→ TASK DIRECTIONS
Extract the text of each entry below exactly, leaving every image behind.
== EXERCISE INPUT
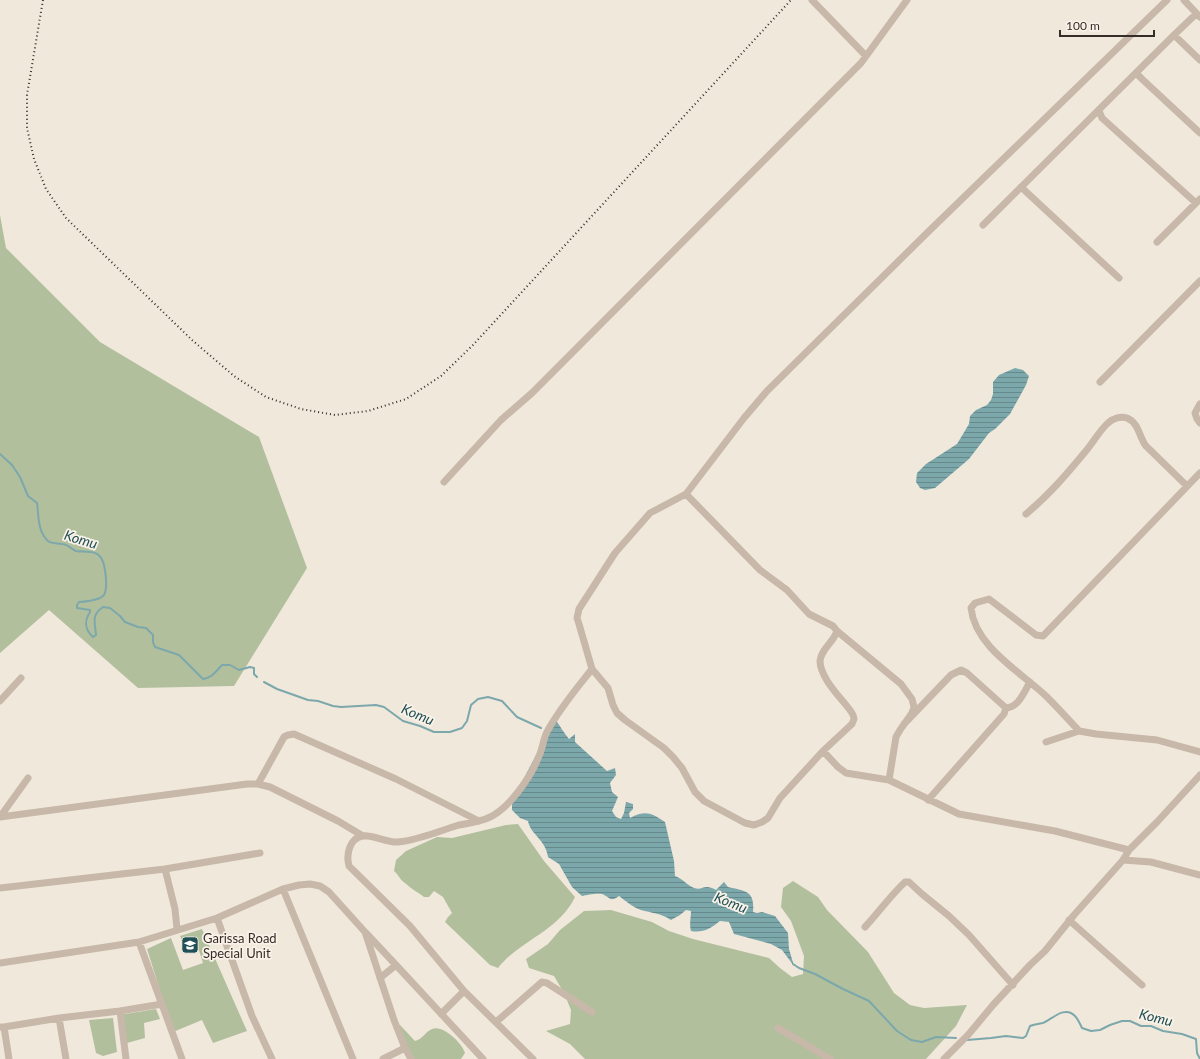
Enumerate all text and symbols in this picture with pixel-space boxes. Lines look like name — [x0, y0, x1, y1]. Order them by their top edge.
scale bar — [1060, 12, 1154, 38]
text: 100 m — [1066, 18, 1100, 33]
water label: Komu — [62, 526, 100, 552]
water label: Komu — [399, 700, 437, 728]
water label: Komu — [712, 888, 750, 916]
place label: Garissa Road Special Unit — [203, 930, 277, 961]
school or university icon: Garissa Road Special Unit — [180, 935, 200, 955]
water label: Komu — [1138, 1005, 1174, 1029]

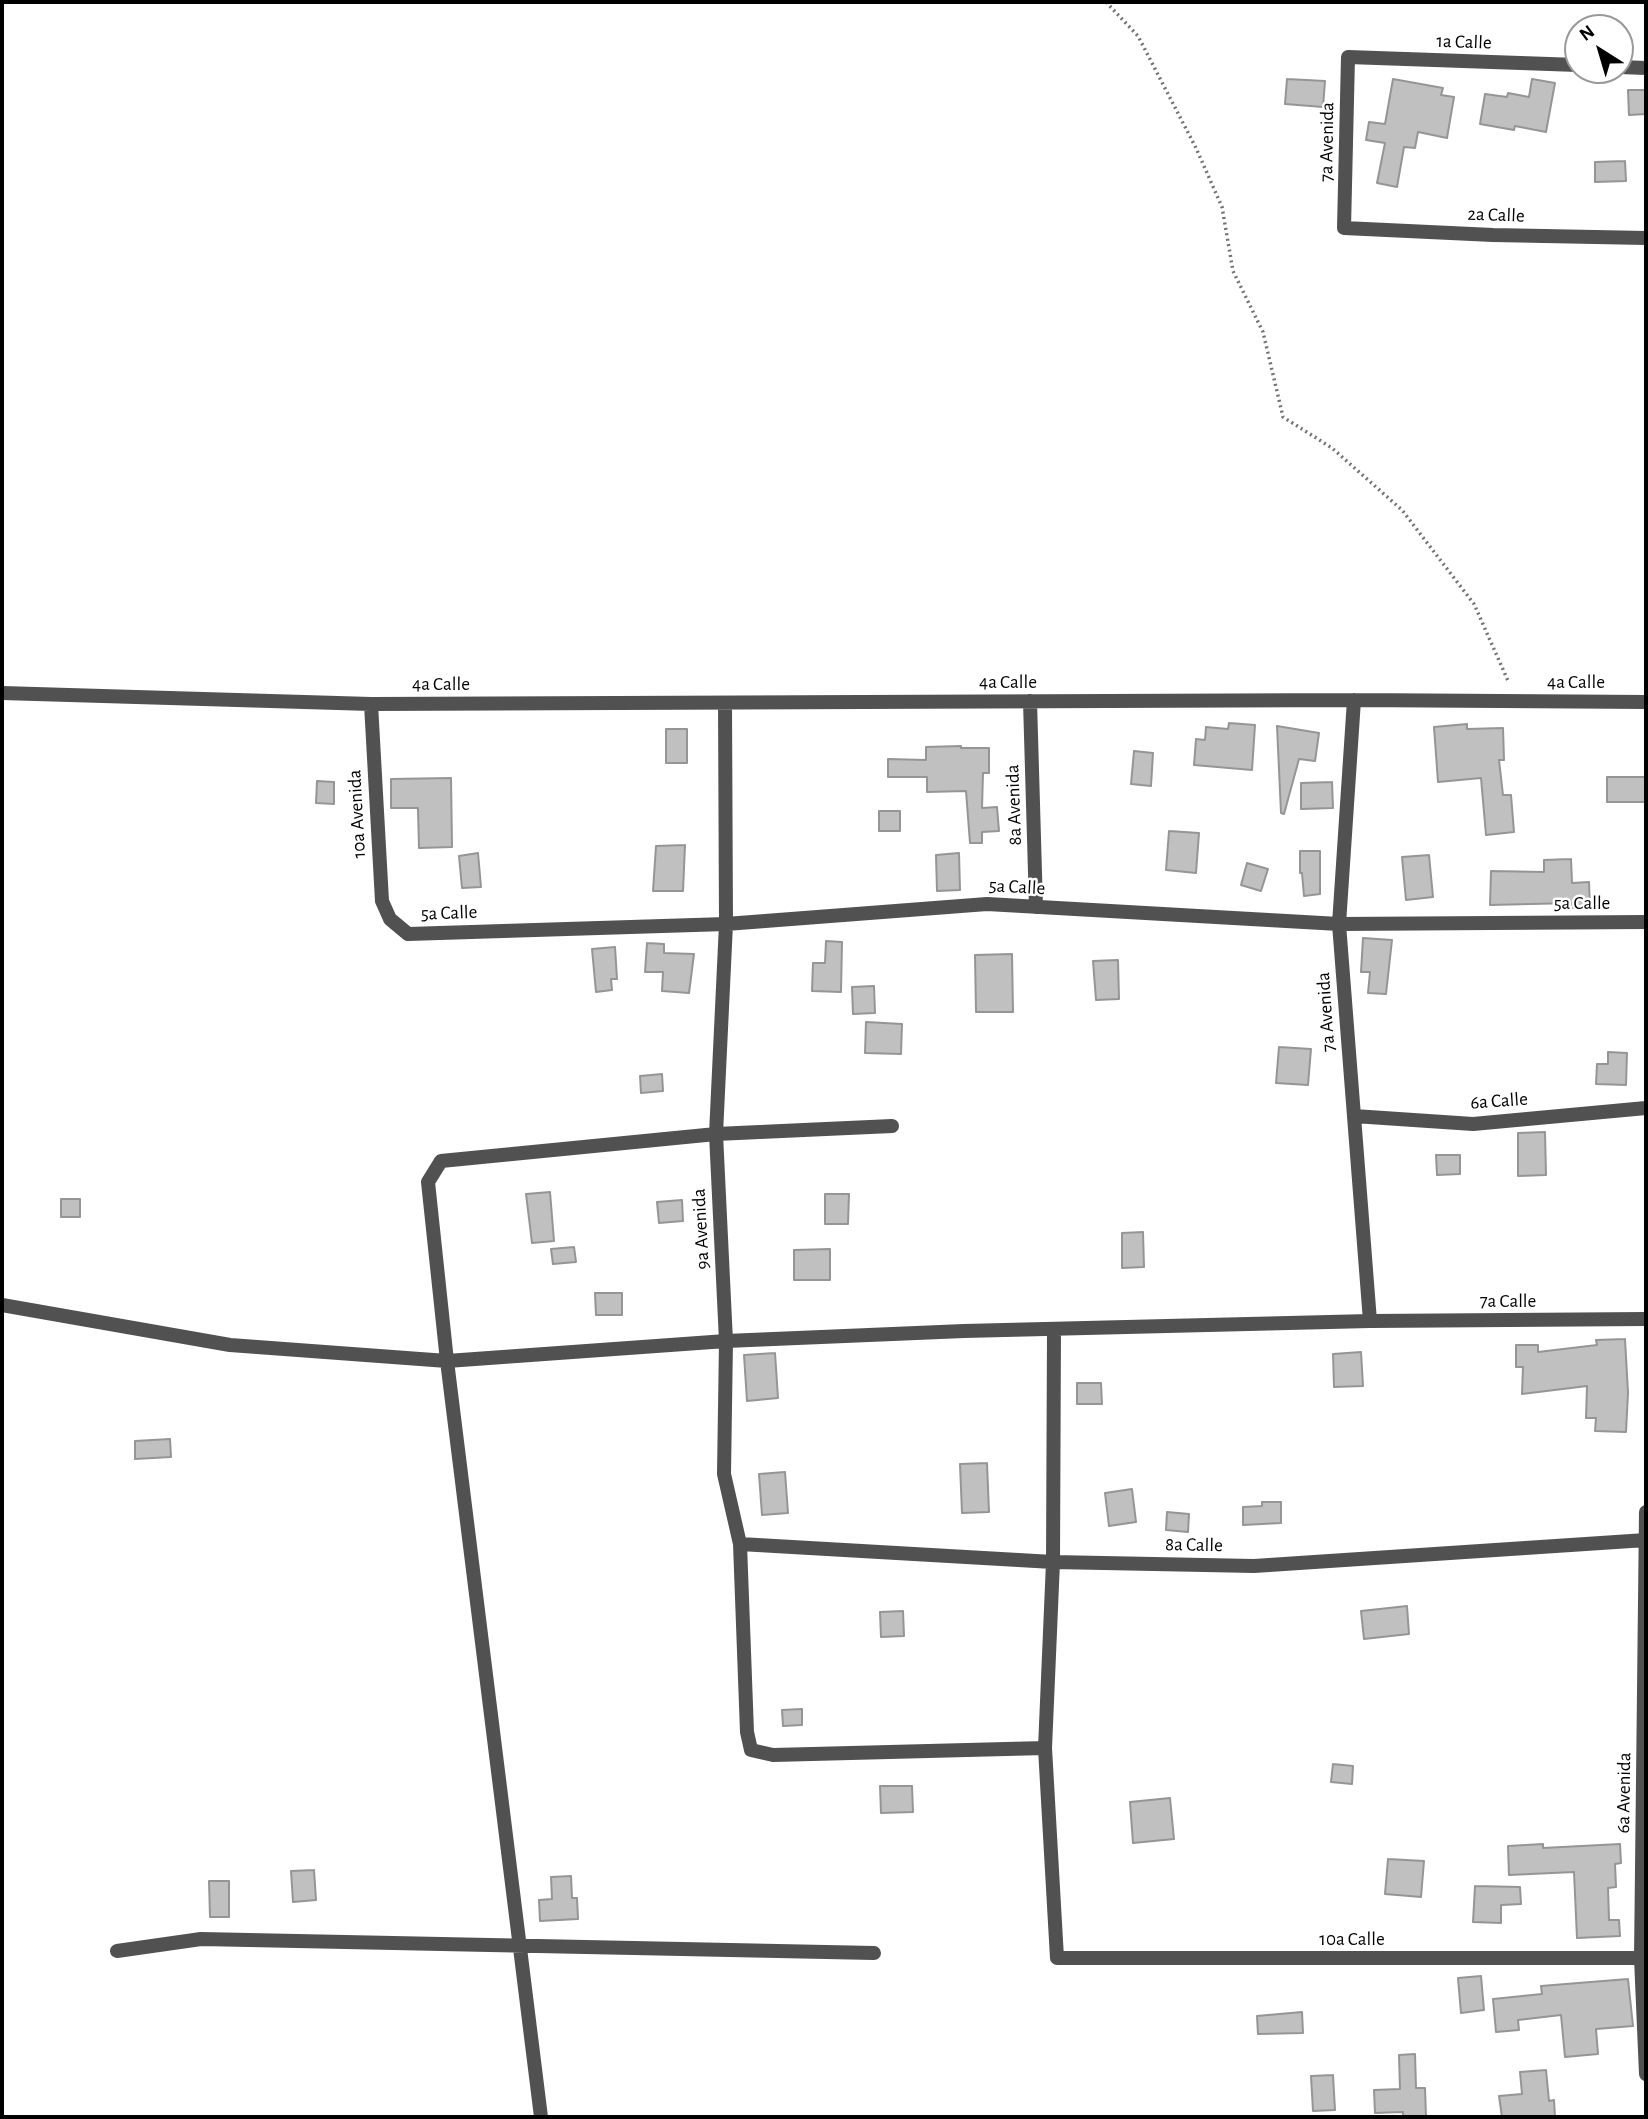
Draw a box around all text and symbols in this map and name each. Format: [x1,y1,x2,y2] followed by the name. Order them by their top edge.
[1564,14,1634,84] north arrow
[1576,22,1598,45] text: N
[1436,30,1492,54] street label: 1a Calle
[1315,102,1339,182] street label: 7a Avenida
[1467,203,1525,227] street label: 2a Calle
[979,671,1037,693] street label: 4a Calle
[1547,671,1605,693] street label: 4a Calle
[412,673,470,695] street label: 4a Calle
[1001,764,1027,846] street label: 8a Avenida
[343,769,371,859] street label: 10a Avenida
[988,874,1046,900] street label: 5a Calle
[1554,892,1610,914] street label: 5a Calle
[420,901,478,925] street label: 5a Calle
[1312,971,1340,1053] street label: 7a Avenida
[1469,1088,1529,1114] street label: 6a Calle
[687,1188,715,1270] street label: 9a Avenida
[1480,1290,1536,1312] street label: 7a Calle
[1165,1533,1223,1557] street label: 8a Calle
[1612,1752,1636,1834] street label: 6a Avenida
[1319,1928,1385,1950] street label: 10a Calle

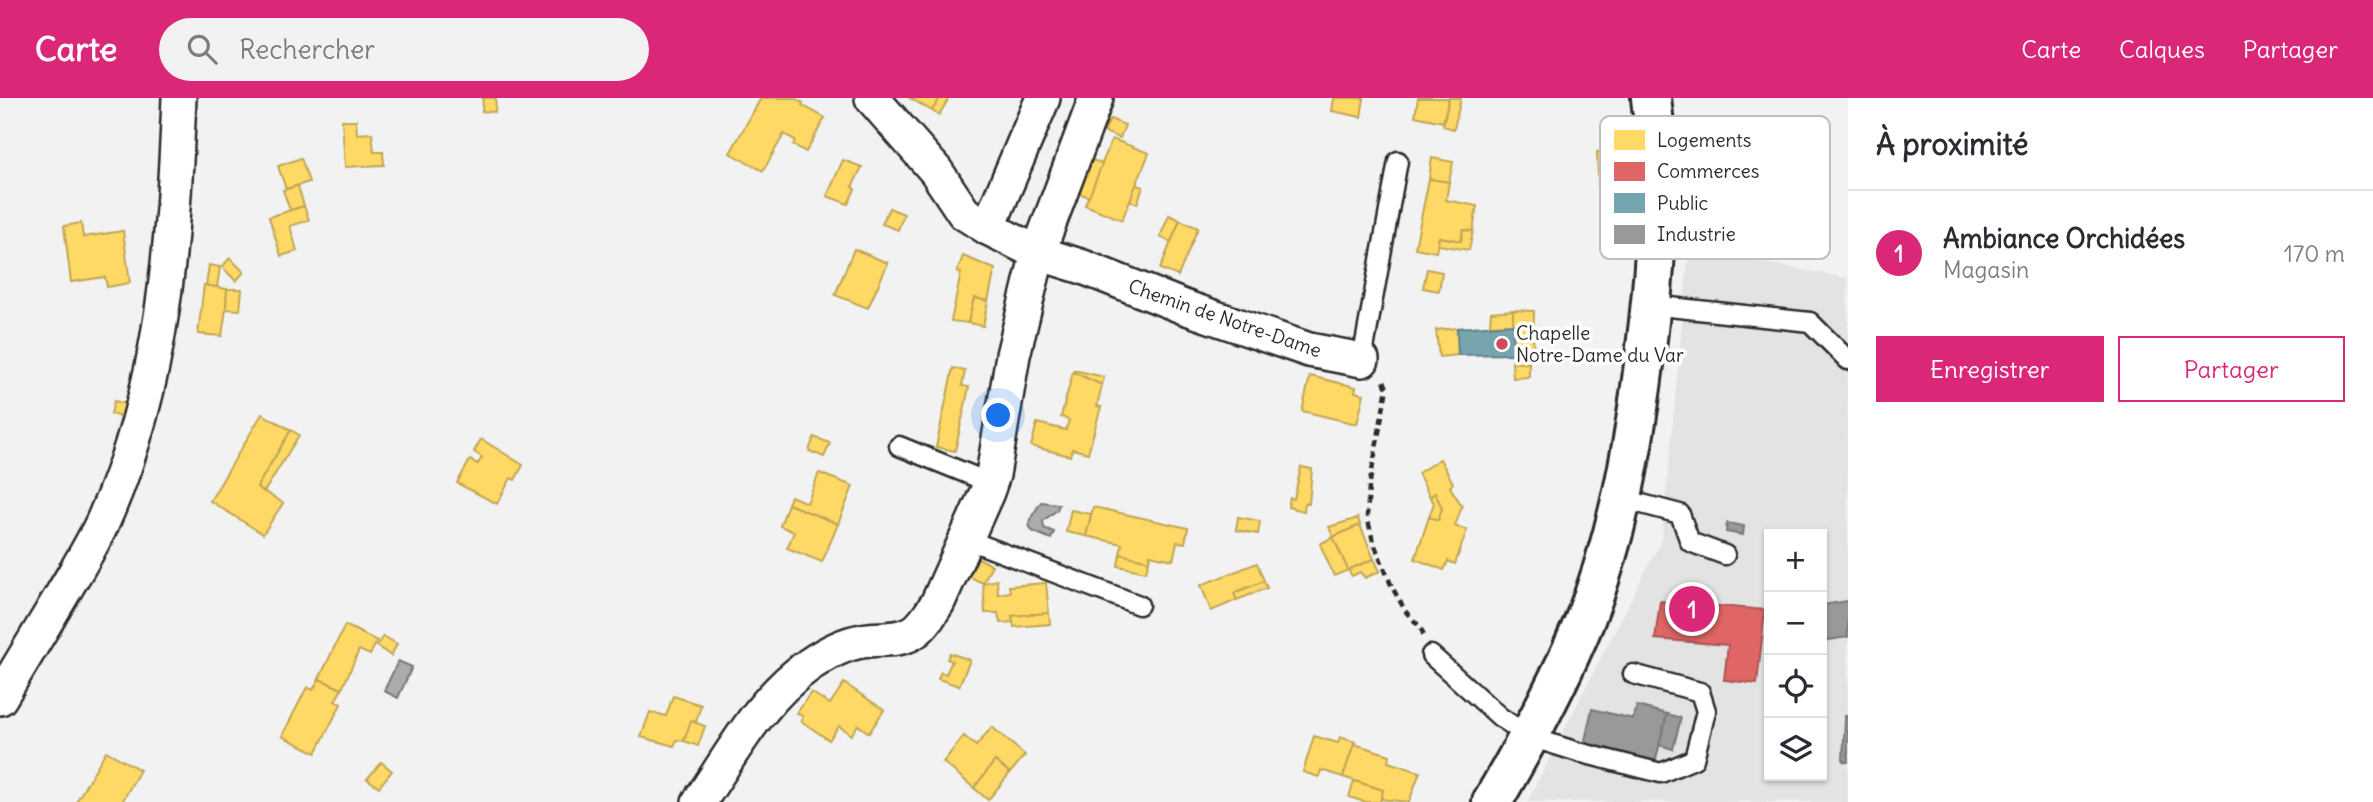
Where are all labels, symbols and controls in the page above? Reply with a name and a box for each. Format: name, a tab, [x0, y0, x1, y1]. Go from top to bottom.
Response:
search box	[159, 18, 649, 81]
text: Carte	[35, 28, 117, 70]
icon: search	[183, 30, 221, 68]
text: Rechercher	[239, 33, 375, 66]
text: Carte	[2021, 34, 2081, 64]
text: Calques	[2119, 34, 2205, 64]
text: Partager	[2243, 34, 2338, 64]
legend	[1600, 116, 1830, 259]
text: À proximité	[1876, 125, 2028, 163]
text: Logements	[1657, 128, 1751, 152]
text: Commerces	[1657, 159, 1759, 183]
text: Public	[1657, 191, 1708, 215]
text: Industrie	[1657, 222, 1736, 246]
text: Ambiance Orchidées	[1943, 222, 2185, 255]
text: 1	[1894, 239, 1904, 268]
text: 170 m	[2284, 239, 2345, 268]
text: Magasin	[1943, 255, 2029, 284]
street label: Chemin de Notre-Dame	[1125, 274, 1325, 362]
place label: Chapelle Notre-Dame du Var	[1516, 321, 1684, 367]
marker: Chapelle Notre-Dame du Var	[1494, 336, 1510, 352]
button: Enregistrer	[1876, 336, 2104, 402]
button: Partager	[2118, 336, 2345, 402]
your location	[981, 398, 1015, 432]
map controls	[1764, 529, 1827, 781]
button: +	[1764, 529, 1827, 592]
pin: 1	[1669, 583, 1715, 635]
button: −	[1764, 592, 1827, 655]
button: locate	[1764, 655, 1827, 718]
button: layers	[1764, 718, 1827, 781]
====
→ RESULT
Enumerate all text and symbols in this picture with pixel-space boxes. Lines look like name — [x0, y0, x1, y1]. Order them by their top edge.
scale bar — [1060, 12, 1154, 38]
text: 100 m — [1066, 18, 1100, 33]
water label: Komu — [62, 526, 100, 552]
water label: Komu — [399, 700, 437, 728]
water label: Komu — [712, 888, 750, 916]
place label: Garissa Road Special Unit — [203, 930, 277, 961]
school or university icon: Garissa Road Special Unit — [180, 935, 200, 955]
water label: Komu — [1138, 1005, 1174, 1029]

Draw a box around all text and symbols in this map and name each. Format: [x1,y1,x2,y2] followed by the name. Order them by their top edge.
[1564,14,1634,84] north arrow
[1576,22,1598,45] text: N
[1436,30,1492,54] street label: 1a Calle
[1315,102,1339,182] street label: 7a Avenida
[1467,203,1525,227] street label: 2a Calle
[979,671,1037,693] street label: 4a Calle
[1547,671,1605,693] street label: 4a Calle
[412,673,470,695] street label: 4a Calle
[1001,764,1027,846] street label: 8a Avenida
[343,769,371,859] street label: 10a Avenida
[988,874,1046,900] street label: 5a Calle
[1554,892,1610,914] street label: 5a Calle
[420,901,478,925] street label: 5a Calle
[1312,971,1340,1053] street label: 7a Avenida
[1469,1088,1529,1114] street label: 6a Calle
[687,1188,715,1270] street label: 9a Avenida
[1480,1290,1536,1312] street label: 7a Calle
[1165,1533,1223,1557] street label: 8a Calle
[1612,1752,1636,1834] street label: 6a Avenida
[1319,1928,1385,1950] street label: 10a Calle

Where are all labels, symbols and controls in the page above? Reply with a name and a box for each. Format: name, a tab, [x0, y0, x1, y1]. Go from top to bottom.
Response:
search box	[159, 18, 649, 81]
text: Carte	[35, 28, 117, 70]
icon: search	[183, 30, 221, 68]
text: Rechercher	[239, 33, 375, 66]
text: Carte	[2021, 34, 2081, 64]
text: Calques	[2119, 34, 2205, 64]
text: Partager	[2243, 34, 2338, 64]
legend	[1600, 116, 1830, 259]
text: À proximité	[1876, 125, 2028, 163]
text: Logements	[1657, 128, 1751, 152]
text: Commerces	[1657, 159, 1759, 183]
text: Public	[1657, 191, 1708, 215]
text: Industrie	[1657, 222, 1736, 246]
text: Ambiance Orchidées	[1943, 222, 2185, 255]
text: 1	[1894, 239, 1904, 268]
text: 170 m	[2284, 239, 2345, 268]
text: Magasin	[1943, 255, 2029, 284]
street label: Chemin de Notre-Dame	[1125, 274, 1325, 362]
place label: Chapelle Notre-Dame du Var	[1516, 321, 1684, 367]
marker: Chapelle Notre-Dame du Var	[1494, 336, 1510, 352]
button: Enregistrer	[1876, 336, 2104, 402]
button: Partager	[2118, 336, 2345, 402]
your location	[981, 398, 1015, 432]
map controls	[1764, 529, 1827, 781]
button: +	[1764, 529, 1827, 592]
pin: 1	[1669, 583, 1715, 635]
button: −	[1764, 592, 1827, 655]
button: locate	[1764, 655, 1827, 718]
button: layers	[1764, 718, 1827, 781]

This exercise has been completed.